I can't remember the number of times I remember the podcast where I heard something but can't seem to recollect the episode.

andrewmatte · on May 1, 2020

Cool idea for an add-on!

I've noticed that I feel better about giving feedback to uncompensated developers using "this is great and" instead of "this is great but."

It could make or break someone's day.

krat0sprakhar · on May 1, 2020

That's great feedback - thank you.. I will keep that in mind for future :)

ehsankia · on May 1, 2020

those would definitely be great but even more basic than that, it should allow for "exact matches". I feel like most of my queries are useless without it.

nmiodice · on May 1, 2020

That is great feedback - and pretty easy to implement. I'll have a go at it when I have a little free time outside of work. Thanks!

nmiodice · on May 1, 2020

I made a tool that enables you to run full text search against audio content and explore the results using an embedded media player.

As of now (mostly for cost reasons) I have ingested a limited set of podcasts.

Please let me know what you think!

Note: It is not yet mobile optimized!

devbas · on May 1, 2020

Great idea! Did you deploy a speech-to-text pipeline to achieve this? I always thought it would be relatively expensive to do podcast-to-text translation at scale (compared to the gains) but maybe I just didn't optimize it well enough :)

jjice · on May 1, 2020

Not OP, but I've looked into AWS Transcribe [1] and at least their solution would begin to rack up quite a bit of a bill. From what I've seen, there isn't a great open source SST solution yet, although there do seem to be quite a few promising ones [2]. STT is one of the technologies I'm looking forward to most in the open source realm.

[1] https://aws.amazon.com/transcribe/pricing/?nc=sn&loc=3 [2] https://github.com/mozilla/DeepSpeech

nmstoker · on May 1, 2020

Seems like it has plenty of potential.

Not sure if I've been unlucky but the terms I searched and found (eg "economic") did not come up in the audio for quite some time after I played the sample. Is it meant to start the audio near the search term occurrence? (which seems like the natural thing you'd expect)

nmiodice · on May 1, 2020

Your intuition about how it should work is indeed correct. Some podcasts don't seem to produce a high quality timestamp in the underlying STT engine.

I'll be experimenting with word-level timestamps. Right now I am just getting the timestamp of larger chunks (1-3 sentences).

Thanks for the feedback!

chid · on May 1, 2020

this is awesome, I have previously been looking for something like this - where I wanted to learn more about a topic/discover podcasts on this sort of thing.

when I was looking at the cost to transcribe it just didn't make sense to do it for myself.

hope this works out well!

froindt · on May 1, 2020

I've wanted this product in the past and found the economics to be similarly challenging. [1] Some podcasts already put out professionally created transcriptions which is great, but I'd need to compile them in one place to figure out who said that one direct quote I remember.

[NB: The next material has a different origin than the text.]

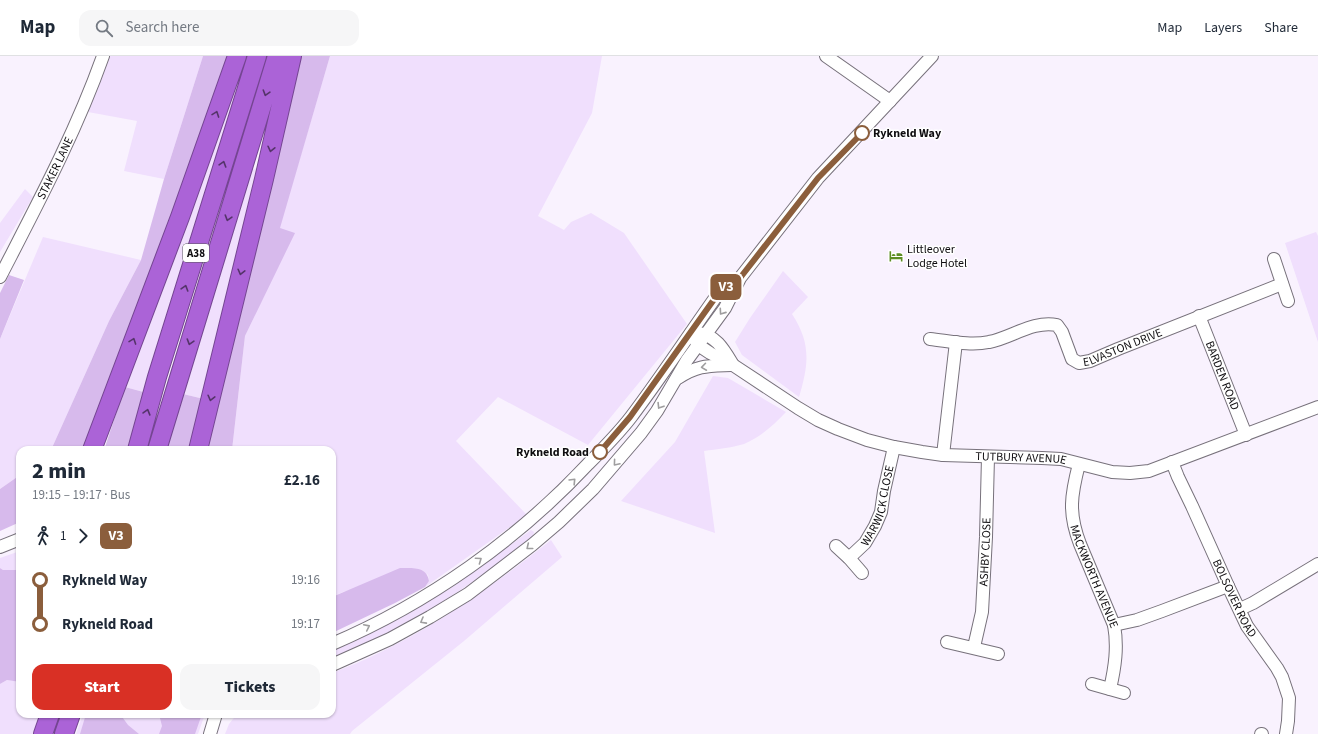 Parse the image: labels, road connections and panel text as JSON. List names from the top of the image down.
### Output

Having people transcribe 5 minutes of audio/month in lieu of a subscription cost equal to 3 minutes of professional transcription was one model I had in mind.

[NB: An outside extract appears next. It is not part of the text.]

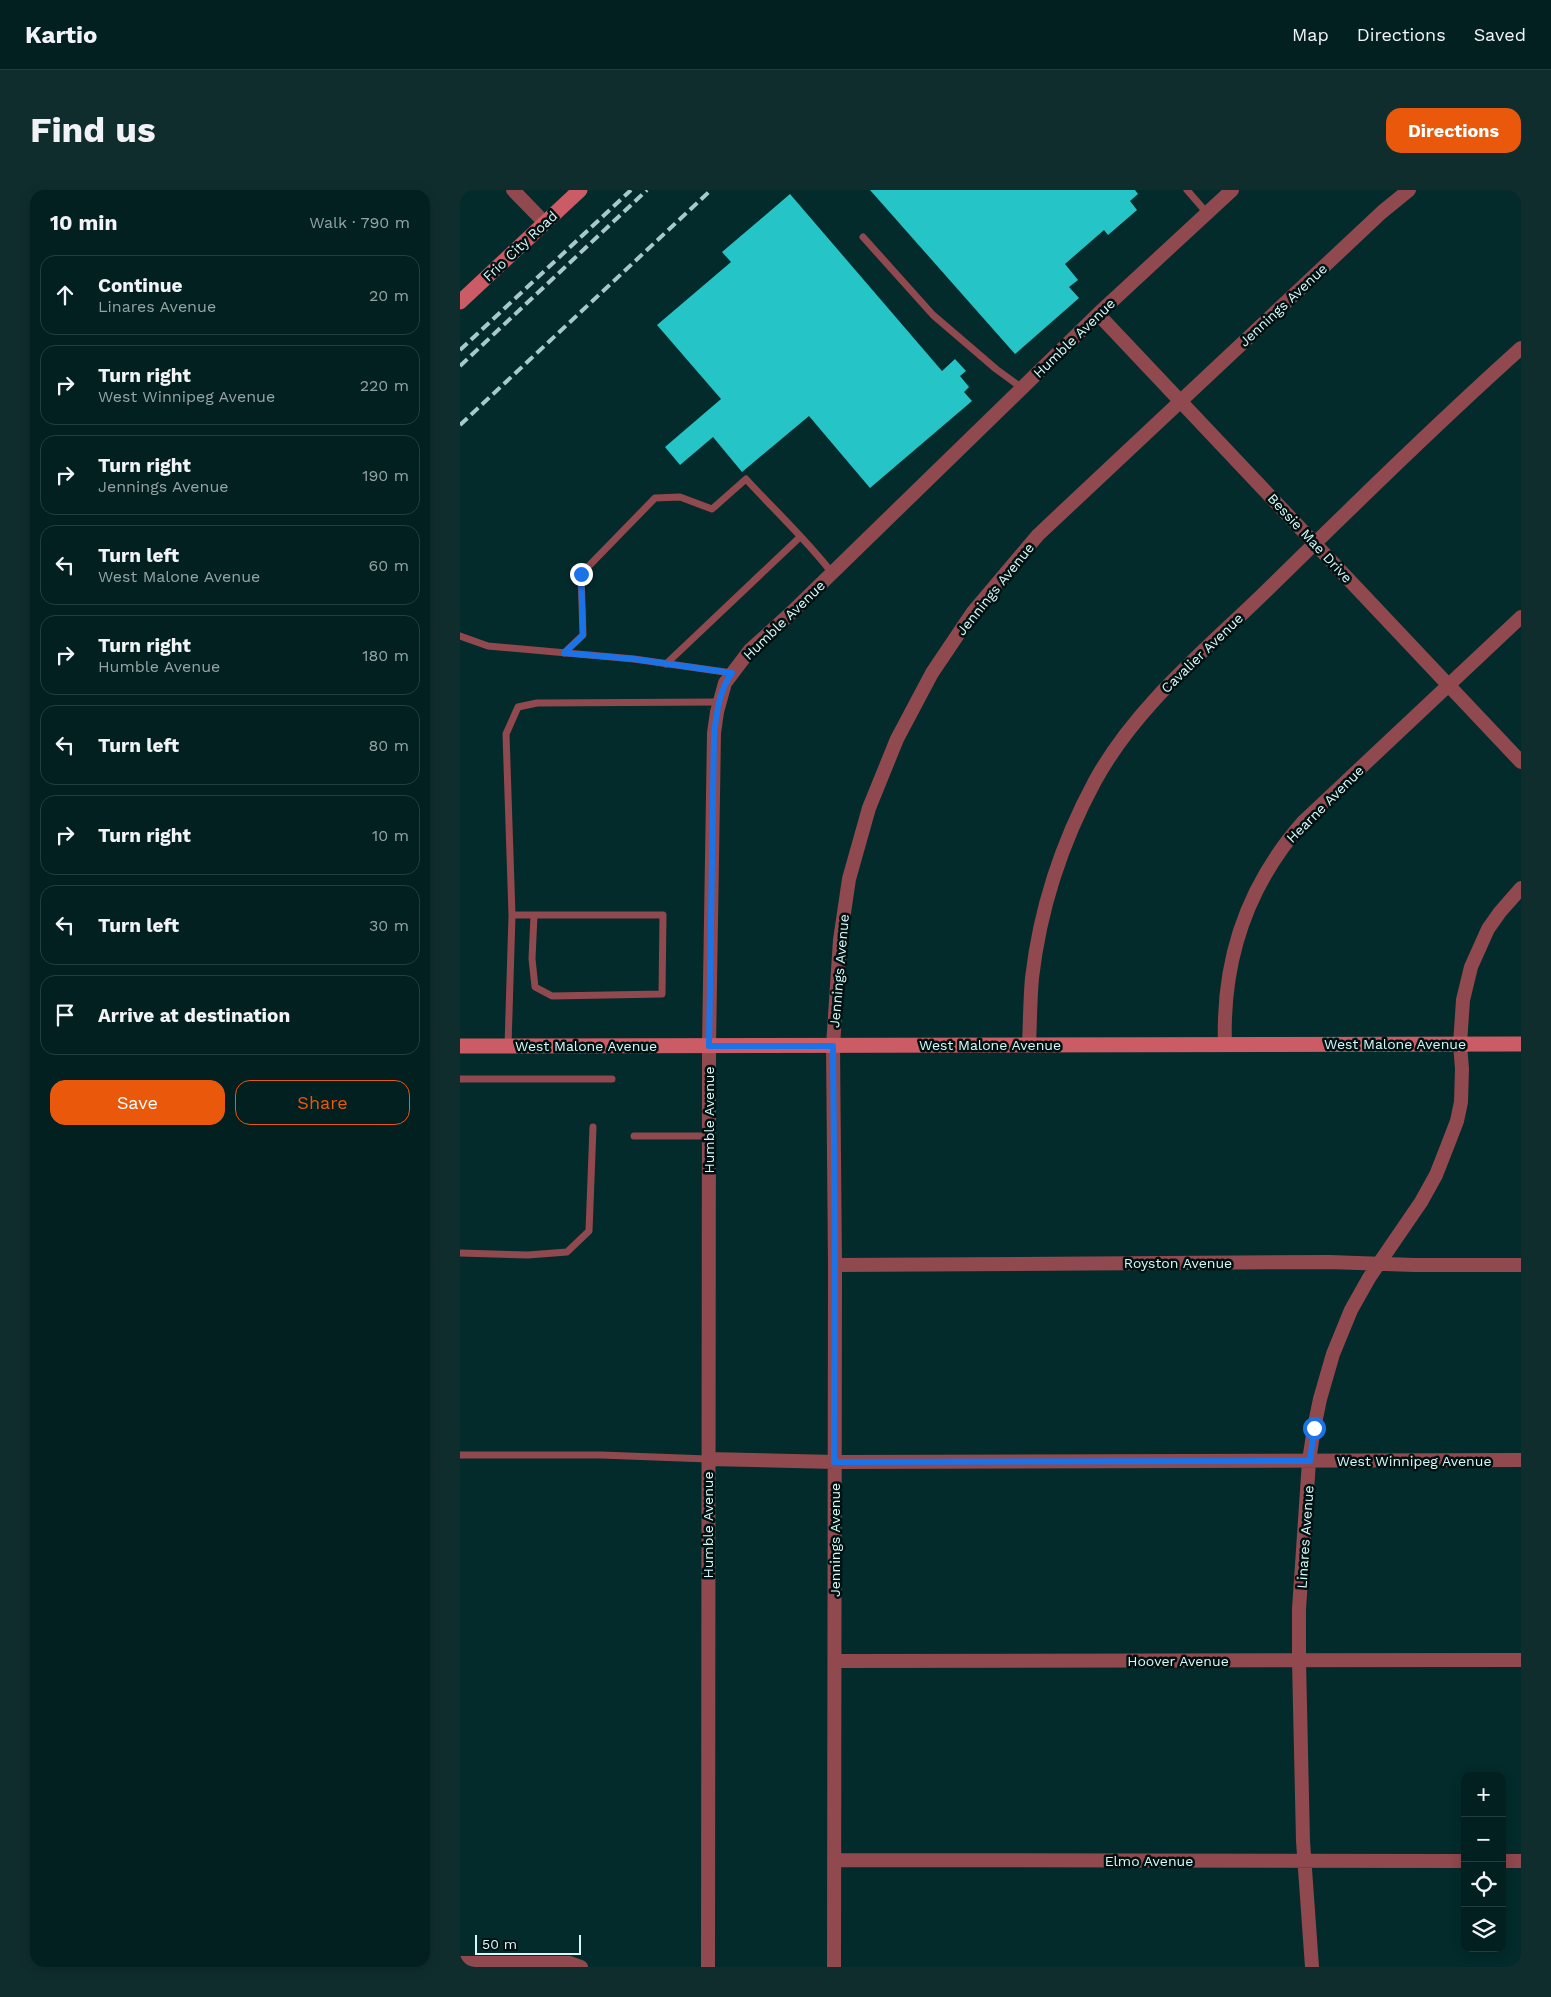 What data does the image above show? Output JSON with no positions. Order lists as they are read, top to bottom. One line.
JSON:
{"streets":{"street":["Frio City Road","Jennings Avenue","Humble Avenue","Bessie Mae Drive","Cavalier Avenue","Hearne Avenue","West Malone Avenue","Royston Avenue","West Winnipeg Avenue","Linares Avenue","Hoover Avenue","Elmo Avenue"]},"crossings":[["Jennings Avenue","Bessie Mae Drive"],["Jennings Avenue","West Malone Avenue"],["Jennings Avenue","Royston Avenue"],["Jennings Avenue","West Winnipeg Avenue"],["Jennings Avenue","Hoover Avenue"],["Jennings Avenue","Elmo Avenue"],["Humble Avenue","Bessie Mae Drive"],["Humble Avenue","West Malone Avenue"],["Humble Avenue","West Winnipeg Avenue"],["Bessie Mae Drive","Cavalier Avenue"],["Bessie Mae Drive","Hearne Avenue"],["Cavalier Avenue","West Malone Avenue"],["Hearne Avenue","West Malone Avenue"],["West Malone Avenue","Linares Avenue"],["Royston Avenue","Linares Avenue"],["West Winnipeg Avenue","Linares Avenue"],["Linares Avenue","Hoover Avenue"],["Linares Avenue","Elmo Avenue"]],"scale_bar":"50 m","page":{"header":"Kartio","nav":["Map","Directions","Saved"],"buttons":["Directions",["Save","Share"]],"title":"Find us","heading":["10 min","Walk · 790 m"],"list":[["Continue","Linares Avenue","20 m"],["Turn right","West Winnipeg Avenue","220 m"],["Turn right","Jennings Avenue","190 m"],["Turn left","West Malone Avenue","60 m"],["Turn right","Humble Avenue","180 m"],["Turn left","80 m"],["Turn right","10 m"],["Turn left","30 m"],"Arrive at destination"],"map_buttons":["+","−"],"scale":"50 m"}}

I'm also hoping this works out well.

[1] https://news.ycombinator.com/item?id=15826604

kreetx · on May 1, 2020

This is very useful! For UI using algolia or similar would be pretty neat.

nexuist · on May 1, 2020

Are there plans to allow users to pick their own podcast episodes?

pdwittig · on May 1, 2020

Very strong second on this! Use case for me: Like most ppl, I often listed to podcasts while doing some other primary task (cooking, driving, etc.), and am unable to "note" the interesting snippets. When I go back to find those snippets, I am often unsure of which exact episode I heard it on, and if I do remember that, using the audio scrubber to find it is still a disaster. Would love to give it a try when you roll this out.

nmiodice · on May 1, 2020

Yep :)

tiew9Vii · on May 1, 2020

I had a similar idea wanting to play with the AWS / Google speech to text services.

I wanted to pipe in audio of various Youtube tech conference videos then apply some basic taxonomy/tagging and provide full text search so you can find a conference talk which contains some specific technology/subject you want to view.

I ran in to difficulty in technology / software conferences uses very specific acronyms and words that are not very general. Also being international there's many accents and levels of English. This means the AWS/Google API's struggled to translate videos which was also made difficult by using compressed audio streams you get from Youtube vs wavs.

lowdose · on May 1, 2020

Google offers the functionality to add your own acronyms and products on the commercial speech to text. I think there is even a manual quality feedback loop in alpha.

crawdog · on May 1, 2020

Very interesting. With the speech to text APIs out there would be interesting to further expand to point in time queries of the articles. Similar to the https://podcastsearch.david-smith.org.

Facets would be a nice to have - such as:

Series, Category, Guest, Date

Extra credit:

Speaker diarization and be able to search by individual speakers! If multiple channel feeds were available for the podcasts this would be easier to do... Maybe a search engine for podcasts where you partner with the content creators and give them incentives to tag/provide better feeds?

edit formatting.

bryanrasmussen · on May 1, 2020

It looks like you're wrapping some sort of api from hubhopper, so I guess there is not much you can do about setting up the search engine, but as a general rule you want to give extra weight to specific fields to end up with something useful.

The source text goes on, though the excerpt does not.